Primary-level democracy

In community elections throughout the second half of 2007 in Ningbo, any resident over 18 years old, whether a permanent resident or a migrant worker that had lived in the community for over half a year, could register as a candidate or voter. The inclusion of migrant workers has political significance since usually they can only register to vote in their hometowns.

In Ningbo's election model, a recommendation letter signed by over 10 registered voters can qualify a candidate for membership in a residents' committee. During the election campaign, candidates could earn voters' trust by debating with each other on issues directly concerning residents' interests. They could also visit residents' homes to understand their needs and to make their own campaign guidelines known to potential voters.
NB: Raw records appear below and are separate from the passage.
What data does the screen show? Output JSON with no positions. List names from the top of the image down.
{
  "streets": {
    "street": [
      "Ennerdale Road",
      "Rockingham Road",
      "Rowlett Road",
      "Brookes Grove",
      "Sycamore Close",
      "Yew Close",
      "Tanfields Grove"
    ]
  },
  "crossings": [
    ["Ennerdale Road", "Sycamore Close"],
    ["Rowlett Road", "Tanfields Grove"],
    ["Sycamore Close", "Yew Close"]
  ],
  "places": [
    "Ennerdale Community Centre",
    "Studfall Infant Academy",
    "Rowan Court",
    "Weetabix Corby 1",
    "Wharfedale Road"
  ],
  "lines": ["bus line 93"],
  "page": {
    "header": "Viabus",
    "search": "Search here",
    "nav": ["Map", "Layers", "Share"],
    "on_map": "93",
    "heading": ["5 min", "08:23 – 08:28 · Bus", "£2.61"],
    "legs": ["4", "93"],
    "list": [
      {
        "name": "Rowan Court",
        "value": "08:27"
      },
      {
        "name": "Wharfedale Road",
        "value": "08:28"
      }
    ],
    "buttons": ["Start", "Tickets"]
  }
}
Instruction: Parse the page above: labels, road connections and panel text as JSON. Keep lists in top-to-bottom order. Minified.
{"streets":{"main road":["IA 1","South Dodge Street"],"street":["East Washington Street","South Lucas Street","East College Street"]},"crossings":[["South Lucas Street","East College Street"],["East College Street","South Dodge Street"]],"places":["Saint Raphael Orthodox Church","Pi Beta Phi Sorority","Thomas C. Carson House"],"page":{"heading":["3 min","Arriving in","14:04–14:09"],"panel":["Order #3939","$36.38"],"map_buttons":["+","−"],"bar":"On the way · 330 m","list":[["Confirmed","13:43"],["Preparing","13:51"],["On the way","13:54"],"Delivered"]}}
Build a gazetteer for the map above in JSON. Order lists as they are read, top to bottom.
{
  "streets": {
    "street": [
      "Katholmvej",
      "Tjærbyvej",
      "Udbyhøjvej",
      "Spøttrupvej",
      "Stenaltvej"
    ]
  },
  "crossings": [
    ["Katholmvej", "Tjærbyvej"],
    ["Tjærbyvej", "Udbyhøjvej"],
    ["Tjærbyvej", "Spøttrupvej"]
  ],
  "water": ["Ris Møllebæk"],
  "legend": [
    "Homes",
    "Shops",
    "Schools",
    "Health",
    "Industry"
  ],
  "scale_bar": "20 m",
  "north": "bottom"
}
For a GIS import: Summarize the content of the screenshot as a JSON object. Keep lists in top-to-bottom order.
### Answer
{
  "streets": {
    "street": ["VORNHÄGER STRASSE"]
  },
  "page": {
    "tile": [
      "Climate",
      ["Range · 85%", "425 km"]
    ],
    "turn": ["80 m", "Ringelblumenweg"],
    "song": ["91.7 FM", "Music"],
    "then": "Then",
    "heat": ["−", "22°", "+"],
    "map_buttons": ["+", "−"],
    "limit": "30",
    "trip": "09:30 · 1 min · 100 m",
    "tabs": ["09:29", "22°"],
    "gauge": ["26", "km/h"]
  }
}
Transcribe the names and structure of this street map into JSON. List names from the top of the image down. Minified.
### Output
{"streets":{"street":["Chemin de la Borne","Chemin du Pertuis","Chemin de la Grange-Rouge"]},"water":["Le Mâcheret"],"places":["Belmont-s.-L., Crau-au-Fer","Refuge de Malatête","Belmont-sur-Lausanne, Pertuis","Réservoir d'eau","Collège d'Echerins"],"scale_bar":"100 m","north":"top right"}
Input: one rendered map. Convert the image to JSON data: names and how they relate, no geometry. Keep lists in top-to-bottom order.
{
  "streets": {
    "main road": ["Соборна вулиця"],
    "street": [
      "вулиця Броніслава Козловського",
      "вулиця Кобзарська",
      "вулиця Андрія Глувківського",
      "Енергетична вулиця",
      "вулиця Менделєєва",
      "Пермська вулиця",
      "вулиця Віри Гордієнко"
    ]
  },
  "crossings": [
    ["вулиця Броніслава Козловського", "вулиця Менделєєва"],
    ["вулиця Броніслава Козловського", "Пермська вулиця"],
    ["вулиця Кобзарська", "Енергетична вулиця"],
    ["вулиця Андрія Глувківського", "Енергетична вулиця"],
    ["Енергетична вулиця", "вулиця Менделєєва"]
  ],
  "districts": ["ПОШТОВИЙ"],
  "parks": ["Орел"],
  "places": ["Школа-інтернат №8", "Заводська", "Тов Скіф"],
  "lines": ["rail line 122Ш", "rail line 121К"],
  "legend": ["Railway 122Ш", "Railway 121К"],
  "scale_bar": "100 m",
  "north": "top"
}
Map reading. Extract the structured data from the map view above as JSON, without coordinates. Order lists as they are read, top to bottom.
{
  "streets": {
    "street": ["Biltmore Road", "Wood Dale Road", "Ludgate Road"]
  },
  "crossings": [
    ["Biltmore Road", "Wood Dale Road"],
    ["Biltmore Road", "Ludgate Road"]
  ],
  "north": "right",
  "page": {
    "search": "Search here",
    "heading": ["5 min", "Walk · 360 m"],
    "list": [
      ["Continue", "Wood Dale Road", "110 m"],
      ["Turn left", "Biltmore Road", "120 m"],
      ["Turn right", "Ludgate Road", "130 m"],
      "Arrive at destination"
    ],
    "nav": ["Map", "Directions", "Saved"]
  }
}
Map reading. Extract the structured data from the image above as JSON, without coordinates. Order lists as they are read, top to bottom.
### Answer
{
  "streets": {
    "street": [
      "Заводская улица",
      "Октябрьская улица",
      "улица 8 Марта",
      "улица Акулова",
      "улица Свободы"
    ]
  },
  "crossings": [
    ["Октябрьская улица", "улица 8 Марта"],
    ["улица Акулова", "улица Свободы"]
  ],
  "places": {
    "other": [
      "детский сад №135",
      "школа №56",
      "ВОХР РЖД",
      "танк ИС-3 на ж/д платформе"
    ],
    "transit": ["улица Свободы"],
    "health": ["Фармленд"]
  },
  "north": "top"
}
To eliminate any fraud in the elections, the city's Civil Affairs Bureau designed complicated balloting procedures. This also contributed to the high turnout of voters. The average voting turnout in Ningbo was 92.6 percent, and in Zhenhai District it was a staggering 98 percent.

The elected committee members in Ningbo are no longer full-time employees receiving salaries from the local government. They are volunteers who discuss and decide on major issues concerning the interests of their communities. Their decisions will be implemented by full-time community workers who are paid by local government. However, to guarantee the obedience of community workers to residents' committees, the latter has been given the authority to fire incompetent community workers.

Community reform

Urban residents' committees have been called "the bound-feet brigade" in cities since the 1980s. This nickname vividly reflects the common demographic of their members back then: sometimes illiterate, mostly female and retired, despite the fact that foot-binding had ended decades ago and most had normal feet.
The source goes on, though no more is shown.